Alrededor de la extraña pareja vuelan inquietas decenas de gaviotas sin rumbo fijo. Martín observa revolotear sus alas de un modo tan peculiar que no duda en preguntarle a Alfredo sobre el significado de esos movimientos:

_ Solo se están divirtiendo, amigo mío. El continuo graznido de una gaviota no es más que un síntoma de la libertad que sienten. Ahora mismo parece que estén pasando un buen rato, ¿no crees, chico?

_ Vaya, nunca me había dado cuenta. Y, dime, Afredo, ¿tú crees que alguna de ellas vivirá en estado de enamoramiento?

El viejo se ríe tanto con la pregunta del crío que empieza a toser sin parar. Luego da un trago a su copa y contesta:

_ Quién sabe, hijo. Es posible. Por ejemplo, ¿ves aquellas dos? - dice señalando un par de gaviotas. _ Esas quizás vivan en ese estado. Fíjate, parece que se han separado de las demás para volar juntas. Un día te lo dije, muchacho, las gaviotas no son tan diferentes a nosotros.

Esa misma noche, Martín se duerme y no se duerme con facilidad. Concilia el sueño enseguida porque ya ha pensado qué regalarle a Rosita y se mantiene insomne de la emoción de su regalo.

Pasadas unas horas de la fiesta de cumpleaños de Rosita, Martín la coge de la mano y la guía hasta el garaje. Una vez allí, saca una bolsa del maletero de la madre de ella y le entrega una bolsa con un regalo dentro.

_ ¿Y esto? - pregunta la chica sorprendida.

_ Felices dieciséis, Rosita.

_ Pero Martín, no tenías que haberte molestado. A ver, ¿qué será?

La chica desenvuelve el regalo con impaciencia y se encuentra con un cuadro dibujado a mano.

_ Dios mío, Martín. ¡Es precioso!

Durante los últimos diez días de septiembre, Martín ha estado en las rocas observando, como cada tarde, el paisaje que le asola. En el cuadro aparece una bandada de gaviotas que revolotea sus alas impacientemente intentando huir de la lluvia que moja la playa desierta que se ve a lo lejos. Parece como si las aves volaran buscando salirse del cuadro. Todas menos dos, que situadas en el centro, no paran de moverse en círculos disfrutando de la compañía y completamente ajenas a la tormenta.

_ ¿Por qué estas dos de aquí no vuelan junto a la demás? - pregunta Rosita.

_ Porque a esas les da igual mojarse. Ellas son especiales. Solo tratan de pasarlo lo mejor posible.

_ Hacen bien. ¿Quién sería tan estúpido para no querer mojarse?

Rosita sonríe y le da un beso en la mejilla.

_ Gracias por el cuadro, Martín.
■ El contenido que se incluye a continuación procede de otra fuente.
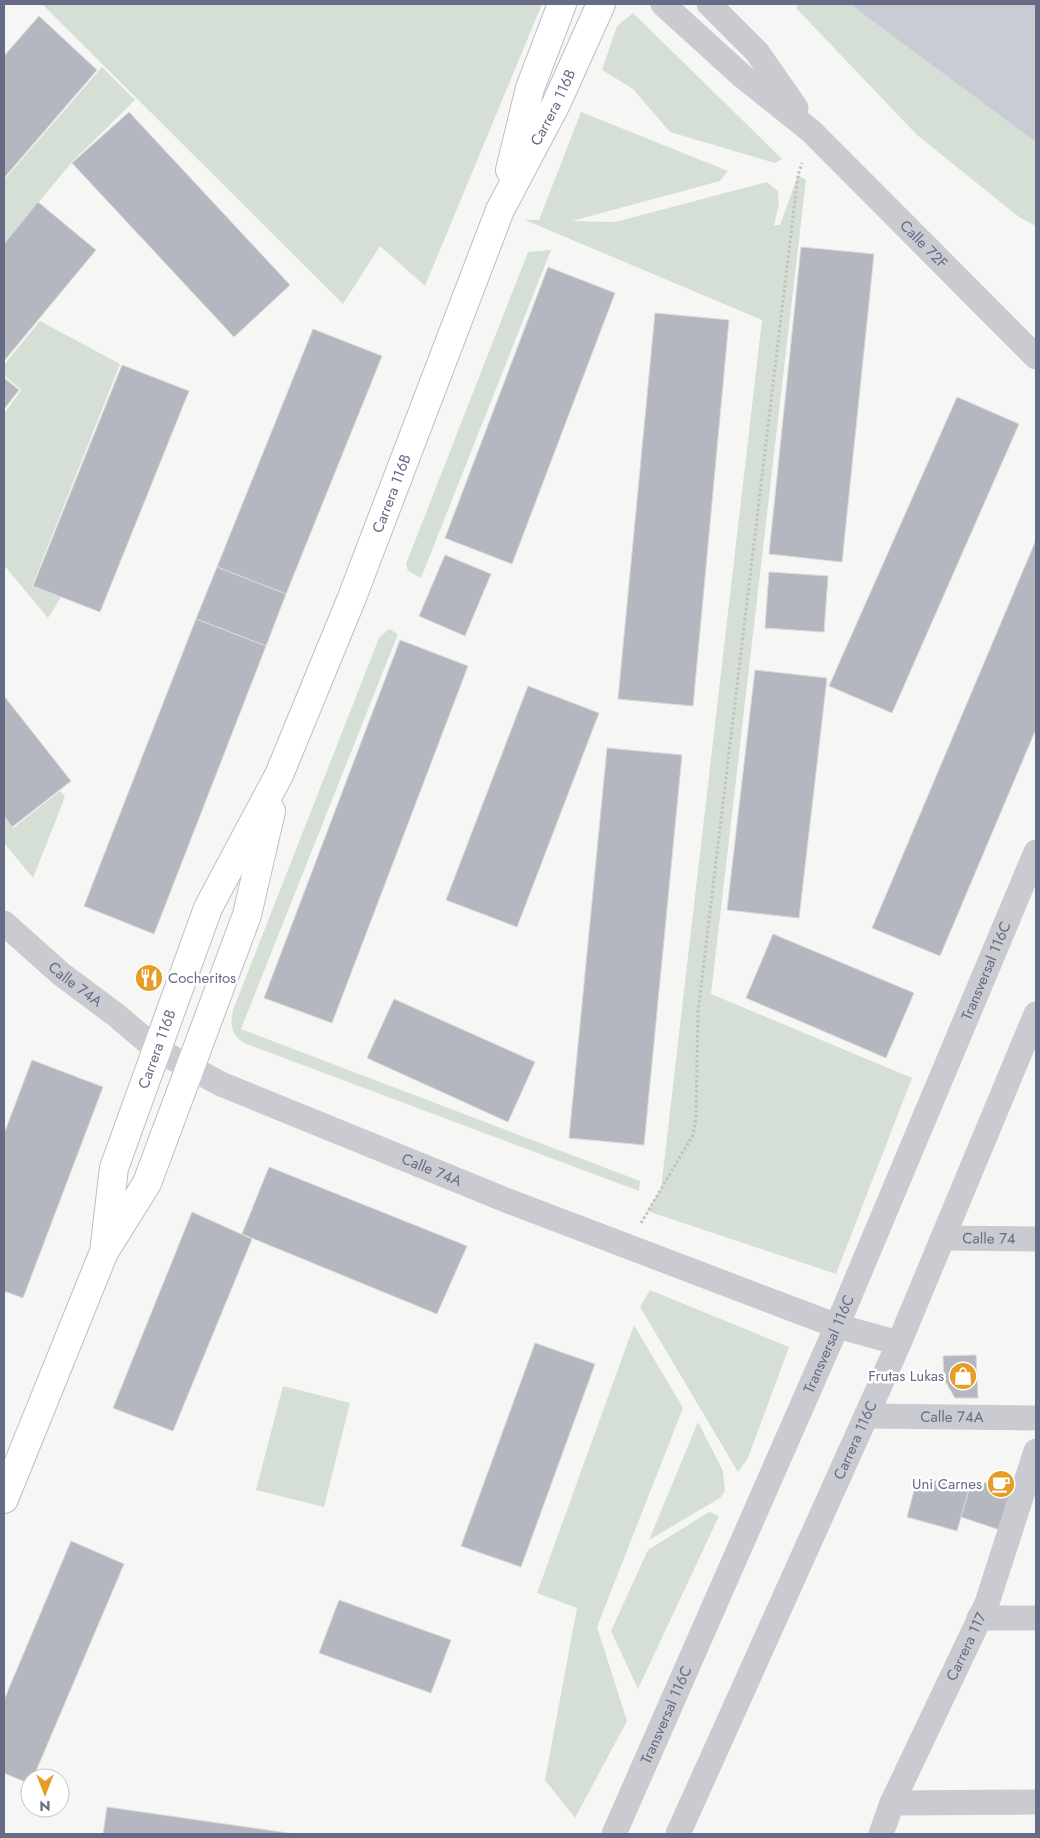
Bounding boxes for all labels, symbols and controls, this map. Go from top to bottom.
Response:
street label: Carrera 116B [525,66,581,150]
street label: Calle 72F [895,215,953,274]
street label: Carrera 116B [367,451,417,536]
street label: Transversal 116C [956,918,1017,1023]
street label: Calle 74A [43,956,107,1012]
restaurant icon: Cocheritos [134,963,164,993]
place label: Cocheritos [168,967,236,989]
street label: Carrera 116B [133,1006,181,1092]
street label: Calle 74A [398,1148,465,1192]
street label: Calle 74 [962,1227,1016,1250]
street label: Transversal 116C [798,1292,860,1397]
shop icon: Frutas Lukas [948,1361,978,1391]
place label: Frutas Lukas [868,1365,944,1387]
street label: Carrera 116C [828,1397,883,1483]
street label: Calle 74A [920,1406,984,1428]
cafe icon: Uni Carnes [986,1469,1016,1499]
place label: Uni Carnes [912,1473,982,1495]
street label: Carrera 117 [941,1609,992,1685]
street label: Transversal 116C [635,1662,697,1767]
north arrow [20,1768,70,1818]
text: N [39,1796,51,1816]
Es el regalo más bonito que me han hecho jamás.- Y la alegría del joven muchacho aflora hasta en sus mejillas, que se enrojecen.
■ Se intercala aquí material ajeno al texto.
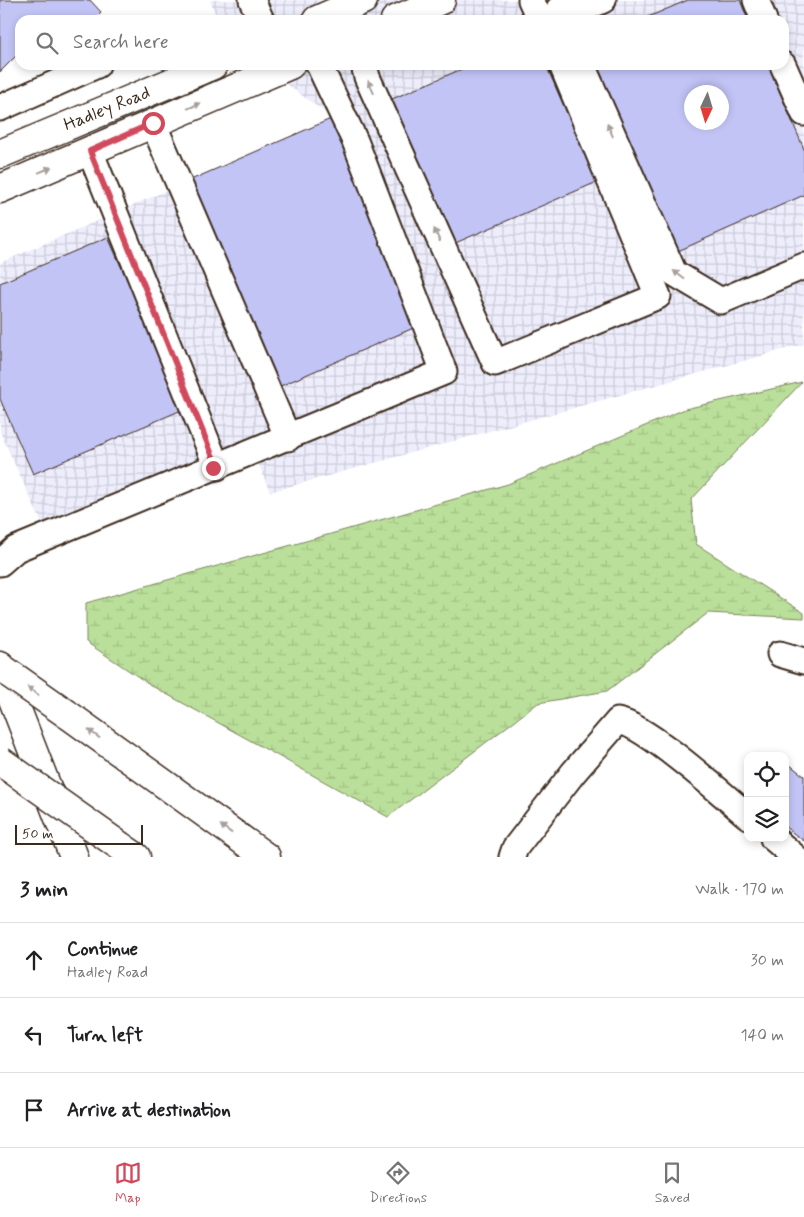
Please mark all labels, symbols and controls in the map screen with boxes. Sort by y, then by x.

La tarde pasa entre canciones del verano y películas de risa. Todos los chicos bailan y ríen y por fin Martín se siente completamente bien y no duda ni por un momento de que su estado de enamoramiento es lo más maravilloso del universo.

Al acabar la fiesta, los padres de los jóvenes los recogen y marchan todos de regreso a sus casas. Martín se sube a la vieja y descuidada furgoneta de su padre y lo observa serio y cansado. Ni siquiera le pregunta qué tal se lo ha pasado, y el pobre muchacho se siente fuera de lugar. Es entonces cuando se da cuenta de que su padre ha tomado el desvío equivocado hacia su casa y que se dirigen a las afueras de la pequeña ciudad.

_ Papá _ pregunta el chaval preocupado. -¿A dónde estamos yendo?

_ Al tanatorio, Martín. Verás...

_ ¿Qué? ¿Qué ha pasado, papá?

_ Lo siento, cariño, Alfredo nos ha dejado esta misma tarde.


Septiembre llega hasta la orilla y se deja morir sobre granos de arena. La última tarde del mes es la de un domingo frío cerca de las rocas. Martín y Rosita se sientan en las dunas y, sin apenas hablar, juegan a pasarse una pelota. Llevan ya horas sin moverse. A lo lejos se divisan los pesqueros más valientes que han salido a navegar. Las gaviotas vuelan descontroladas y buscan cobijarse en cualquier sitio. Todo apunta a que esta tarde lloverá. Hasta el bar del puerto ha bajado su persiana porque hoy nadie andaba para mucha fiesta.

_ Va a llover – dice Rosita.

_ Ojalá. - contesta Martín.


Mientras tanto una ligera brisa marina amenaza con desolar este paisaje plagado de gaviotas.